ITaaU set out with the following vision, aims and objectives
Original vision for ITaaU
Smart phone apps have shown that there is a demand for easy-to-use IT functions, yet the potential scope and impact of easy to use IT is much greater. This network will promote research into providing access to a wider range of IT facilities that are simple to use, while users need know only that these services are available and safe to use, not where they come from and how they are provided. However, it is not enough to provide the services and the means of using them securely. The network will develop the understanding of the human aspects of such services: the barriers, perceived as well as real, that inhibit new users of the services. We rely implicitly on other things, such as our cars and our electricity supply, so a major Network facet will be in the area of “how can we encourage the same level of trust in IT services”; the network will tackle the the issues from a user perspective.
An analogy with the traditional utilities of Power and Water is interesting. With Water we do care about the actual product as we do in part consume it directly! We also use it to drive a range of other processes. With electricity, while we do measure the amount we consume, most people don’t actually think in terms of the current flowing though their mains circuits but in terms of boiling the kettle or switch on the TV – it is the service that the power enables that we focus on (at least until the power goes out). For IT this is even more true; for almost all the time we are not concerned with the infrastructure but with the services that this infrastructure can provide. Therefore there will be a strong focus in the network on such the provision of such services and also their operational management protocols.
IT drives and is driven by technology, inescapably hardware is also IT and that it is now commoditised and therefore utilitarian and has the capability to alter dramatically the way people interact with the space around them by merging physical and digital spaces in a cost effective manner. Smart spaces, responsive environments, and location dependent services can fundamentally alter interactions between people as well as the space around them.

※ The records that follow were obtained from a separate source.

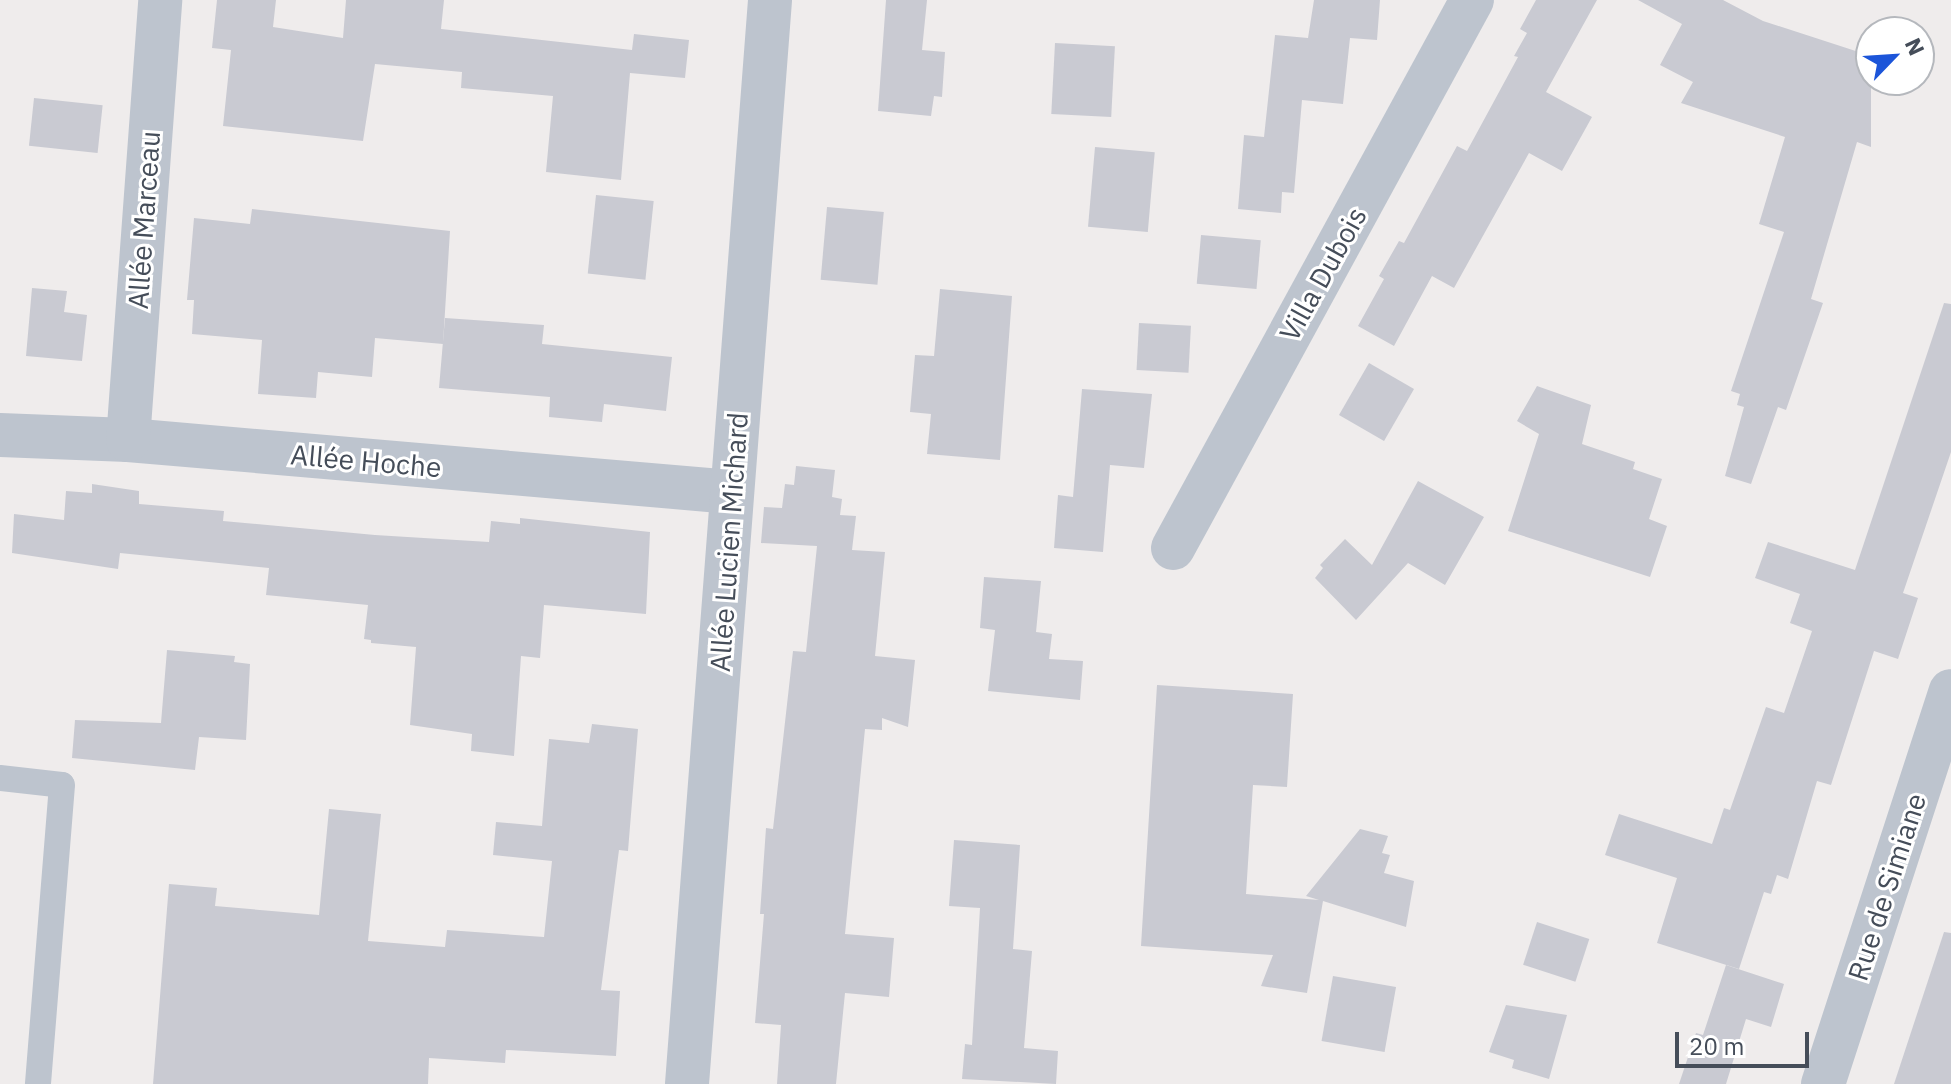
<!DOCTYPE html>
<meta charset="utf-8">
<style>
body{margin:0}
#map{position:relative;width:1951px;height:1084px;overflow:hidden;background:#efecec;font-family:"IBM Plex Sans",sans-serif}
div>[style]{position:absolute}
.building>*{inset:0;background:#c9cad2;transform-origin:0 0}
.lane>*{height:26px;margin:-13px;padding:0 13px;transform-origin:13px;border-radius:13px;background:#bdc4ce}
.street>*{height:44px;margin:-22px;padding:0 22px;transform-origin:22px;border-radius:22px;background:#bdc4ce}
span{translate:-50% -50%;white-space:nowrap;text-align:center;line-height:1.15;-webkit-text-stroke:6px #fff;paint-order:stroke}
.street-label{font-size:28px;color:#454d59}
.north{position:absolute;left:1855px;top:16px;width:80px;height:80px;box-sizing:border-box;background:#fff;border:2px solid #b5b8bd;border-radius:50%;rotate:65deg;font-size:22px;font-weight:700;line-height:32px;text-align:center;color:#454d59}
.north::after{content:'';display:block;margin:auto;width:28px;height:36px;background:#1c55d9;clip-path:polygon(50% 0,100% 100%,50% 72%,0 100%)}
.scale{position:absolute;left:1675px;top:1032px;width:134px;height:36px;box-sizing:border-box;border:4px solid #454d59;border-top:0;padding-left:10px;font-size:24px;line-height:28px;white-space:nowrap;color:#454d59;-webkit-text-stroke:6px #fff;paint-order:stroke}
</style>
<div id="map">
<div class="building">
<i style="clip-path:polygon(217px 0,276px 0,273px 27px,343px 38px,346px 0,444px 0,441px 29px,632px 50px,634px 34px,689px 40px,685px 78px,630px 73px,621px 180px,546px 172px,553px 96px,461px 88px,462px 72px,375px 64px,363px 141px,223px 126px,231px 50px,212px 48px)"></i>
<i style="clip-path:polygon(886px 0,927px 0,922px 50px,945px 52px,942px 97px,934px 96px,931px 116px,878px 111px)"></i>
<i style="clip-path:polygon(1314px 0,1380px 0,1377px 40px,1350px 38px,1343px 104px,1302px 100px,1294px 193px,1282px 192px,1281px 213px,1238px 209px,1244px 135px,1264px 137px,1275px 35px,1308px 38px)"></i>
<i style="clip-path:polygon(1536px 0,1597px 0,1546px 92px,1592px 117px,1562px 171px,1529px 153px,1454px 288px,1432px 276px,1394px 346px,1358px 326px,1384px 279px,1379px 276px,1399px 241px,1404px 243px,1457px 146px,1467px 151px,1518px 57px,1514px 56px,1527px 33px,1520px 29px)"></i>
<i style="clip-path:polygon(1638px 0,1723px 0,1763px 21px,1871px 56px,1871px 147px,1857px 142px,1811px 299px,1823px 303px,1786px 410px,1778px 407px,1751px 484px,1725px 476px,1744px 407px,1737px 405px,1740px 394px,1731px 391px,1784px 232px,1759px 224px,1785px 137px,1681px 103px,1693px 82px,1660px 65px,1682px 24px)"></i>
<i style="left:1055px;top:43px;width:60px;height:71px;rotate:3deg"></i>
<i style="left:34px;top:98px;width:69px;height:48px;rotate:6deg"></i>
<i style="left:1095px;top:147px;width:60px;height:80px;rotate:5deg"></i>
<i style="left:596px;top:195px;width:58px;height:79px;rotate:6deg"></i>
<i style="left:827px;top:207px;width:57px;height:73px;rotate:5deg"></i>
<i style="clip-path:polygon(252px 209px,450px 231px,443px 344px,375px 338px,372px 377px,318px 372px,316px 398px,258px 394px,262px 340px,192px 334px,194px 300px,187px 300px,194px 218px,250px 224px)"></i>
<i style="left:1201px;top:235px;width:60px;height:49px;rotate:5deg"></i>
<i style="clip-path:polygon(32px 288px,67px 291px,64px 312px,87px 315px,82px 361px,26px 356px)"></i>
<i style="clip-path:polygon(940px 289px,1012px 296px,1000px 460px,927px 454px,931px 414px,910px 412px,915px 355px,934px 356px)"></i>
<i style="clip-path:polygon(1944px 303px,1951px 304px,1951px 452px,1903px 593px,1918px 598px,1898px 659px,1874px 651px,1831px 785px,1817px 781px,1788px 879px,1777px 875px,1771px 894px,1764px 892px,1739px 969px,1657px 943px,1677px 878px,1605px 855px,1619px 814px,1712px 844px,1724px 808px,1730px 810px,1766px 707px,1784px 713px,1812px 631px,1790px 623px,1800px 594px,1755px 578px,1768px 542px,1855px 570px)"></i>
<i style="clip-path:polygon(445px 318px,544px 325px,542px 344px,672px 357px,666px 411px,604px 404px,602px 422px,549px 417px,550px 397px,439px 388px)"></i>
<i style="left:1139px;top:323px;width:52px;height:47px;rotate:3deg"></i>
<i style="left:1369px;top:363px;width:52px;height:60px;rotate:30deg"></i>
<i style="clip-path:polygon(1537px 386px,1591px 405px,1582px 444px,1635px 462px,1633px 469px,1662px 479px,1649px 519px,1667px 526px,1650px 577px,1508px 531px,1539px 434px,1517px 421px)"></i>
<i style="clip-path:polygon(1082px 389px,1152px 394px,1144px 468px,1110px 465px,1103px 552px,1054px 548px,1058px 495px,1073px 497px)"></i>
<i style="clip-path:polygon(796px 466px,835px 470px,832px 497px,842px 499px,840px 515px,856px 516px,852px 550px,885px 552px,875px 656px,915px 660px,908px 727px,882px 718px,882px 730px,865px 729px,845px 934px,894px 938px,889px 997px,845px 993px,836px 1084px,777px 1084px,781px 1025px,755px 1023px,764px 914px,760px 914px,766px 828px,773px 829px,793px 651px,806px 652px,817px 546px,761px 543px,764px 507px,782px 508px,785px 484px,794px 485px)"></i>
<i style="clip-path:polygon(1418px 481px,1484px 517px,1445px 585px,1408px 563px,1356px 620px,1315px 578px,1323px 568px,1320px 565px,1345px 539px,1372px 565px)"></i>
<i style="clip-path:polygon(92px 484px,139px 491px,139px 504px,224px 511px,223px 521px,375px 535px,489px 542px,491px 521px,520px 524px,520px 518px,650px 532px,646px 614px,544px 605px,540px 658px,521px 656px,514px 756px,471px 751px,472px 734px,410px 725px,416px 647px,371px 643px,371px 640px,364px 639px,368px 605px,266px 595px,269px 568px,120px 553px,118px 569px,12px 553px,14px 514px,64px 520px,66px 491px,92px 493px)"></i>
<i style="clip-path:polygon(984px 577px,1041px 581px,1036px 632px,1052px 634px,1049px 659px,1083px 661px,1080px 700px,988px 691px,995px 630px,980px 628px)"></i>
<i style="clip-path:polygon(167px 650px,235px 656px,234px 662px,250px 664px,246px 740px,199px 737px,195px 770px,72px 758px,75px 720px,161px 723px)"></i>
<i style="clip-path:polygon(1157px 685px,1293px 694px,1287px 787px,1253px 785px,1246px 894px,1319px 900px,1306px 896px,1360px 829px,1388px 836px,1382px 853px,1390px 855px,1384px 873px,1414px 881px,1406px 927px,1323px 901px,1307px 993px,1261px 986px,1273px 955px,1141px 946px)"></i>
<i style="clip-path:polygon(592px 724px,638px 729px,628px 851px,619px 850px,601px 990px,620px 991px,616px 1056px,506px 1050px,505px 1063px,429px 1058px,428px 1084px,153px 1084px,169px 884px,217px 888px,215px 906px,319px 915px,329px 809px,381px 814px,368px 941px,445px 947px,447px 930px,544px 937px,552px 861px,493px 855px,496px 822px,542px 826px,549px 739px,589px 743px)"></i>
<i style="clip-path:polygon(954px 840px,1020px 845px,1013px 949px,1032px 951px,1024px 1048px,1058px 1051px,1056px 1084px,962px 1079px,965px 1044px,972px 1045px,980px 908px,949px 906px)"></i>
<i style="left:1537px;top:922px;width:55px;height:45px;rotate:18deg"></i>
<i style="clip-path:polygon(1944px 932px,1951px 933px,1951px 1084px,1894px 1084px)"></i>
<i style="clip-path:polygon(1726px 965px,1784px 984px,1771px 1027px,1746px 1019px,1726px 1084px,1679px 1084px,1696px 1033px,1703px 1035px)"></i>
<i style="left:1333px;top:976px;width:64px;height:66px;rotate:10deg"></i>
<i style="clip-path:polygon(1506px 1005px,1567px 1015px,1549px 1079px,1512px 1068px,1514px 1060px,1489px 1052px)"></i>
</div>
<div class="lane">
<i style="left:0;top:778px;width:62px;rotate:6.4deg"></i>
<i style="left:62px;top:785px;width:300px;rotate:94.6deg"></i>
</div>
<div class="street">
<i style="left:0;top:435px;width:128px;rotate:2.2deg"></i>
<i style="left:128px;top:440px;width:606px;rotate:4.92deg"></i>
<i style="left:128px;top:440px;width:441px;rotate:-85.8deg"></i>
<i style="left:1173px;top:548px;width:624px;rotate:-61.38deg"></i>
<i style="left:687px;top:1084px;width:1087px;rotate:-85.62deg"></i>
<i style="left:1823px;top:1084px;width:413px;rotate:-72deg"></i>
</div>
<div class="street-label">
<span style="left:144px;top:220px;rotate:-86deg">Allée Marceau</span>
<span style="left:1323px;top:274px;rotate:-61deg">Villa Dubois</span>
<span style="left:366px;top:461px;rotate:5deg">Allée Hoche</span>
<span style="left:729px;top:542px;rotate:-86deg">Allée Lucien Michard</span>
<span style="left:1887px;top:887px;rotate:-72deg">Rue de Simiane</span>
</div>
<div class="north">N</div>
<div class="scale">20 m</div>
</div>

These services depend at their heart on information and data. The ITaaU Network+ will therefore interact closely with governmental and research council initiatives on Open Data, and more generally on use and re-use of data, made feasible by the adoption of open and linked data standards, and new services which can be developed as more data becomes available.
Planned impact
The DE Challenge Area IT as a Utility Network+ will have direct impact with the wider public, media and education. It lies at the heart of the way the all of us will predominately interact with IT systems. In some ways the greatest success of the research in the network area will be to make the explicit notion of IT almost invisible and certainly transparent. As such it will transform many aspects of the Digital Economy theme.
The proposed range of activities will bring different research communities and researchers with different skills together in a targeted manner as well as providing the wider community forum for the coordination with other related activities. Taken together with the research opportunities afforded by the Network funding, this will create a beacon for how users and researchers can interact to set an agenda for IT to have an even more wide ranging impact on society than that affected by the provision of the traditional utilities of water and power.
The impact strategy for the ITaaU Network+ is embedded into the network activities themselves: every activity within the network will have demonstrable outputs and impact. The project is designed to impact in a way that best fits the digital environment to which it responds. By brining together not only the researchers but also representatives of many existing projects and groups, we have the potential to create a powerful information and policy group that will inform future developments in for example government and research council policy on funding.
Our network will contribute towards evidence based policy-making and influencing public policies and legislation at a local, regional, national and international level in their requirements and use of Utility IT and Computing for the provision of applications and services to business, government and the consumer. We will pay attention to the needs of bridging the urban rural divide in the design and deployment of novel solutions (e.g. on demand services for e.gov applications in the cloud) to ensure that the marginalised and vulnerable in society do not become disenfranchised from the digital economy. Another important community will be those involved in receiving and delivering education and training (at all levels) an area in which ITaaU has significant potential to make radical changes and for which the usability challenges of the network research will be very significant.
The pilot projects arm of the network activities will act a demonstrators to show the public and government what is possible and inspire the developments in this area, both with academic and industrial concerns, placing the users at the centre of activities and showing that the science fiction is now (or can be) very much science fact, when it comes to IT.
The ITaaU Network has the potential to become the face of the Open Data movement, after all, while the public can appreciate that having data might be useful, it is actually the applications and services built on such data that they will really consume – with out usable, safe and trusted IT utilities much of the potential of open data will never be achieved. The ITaaU network will deliver considerable impact in this area.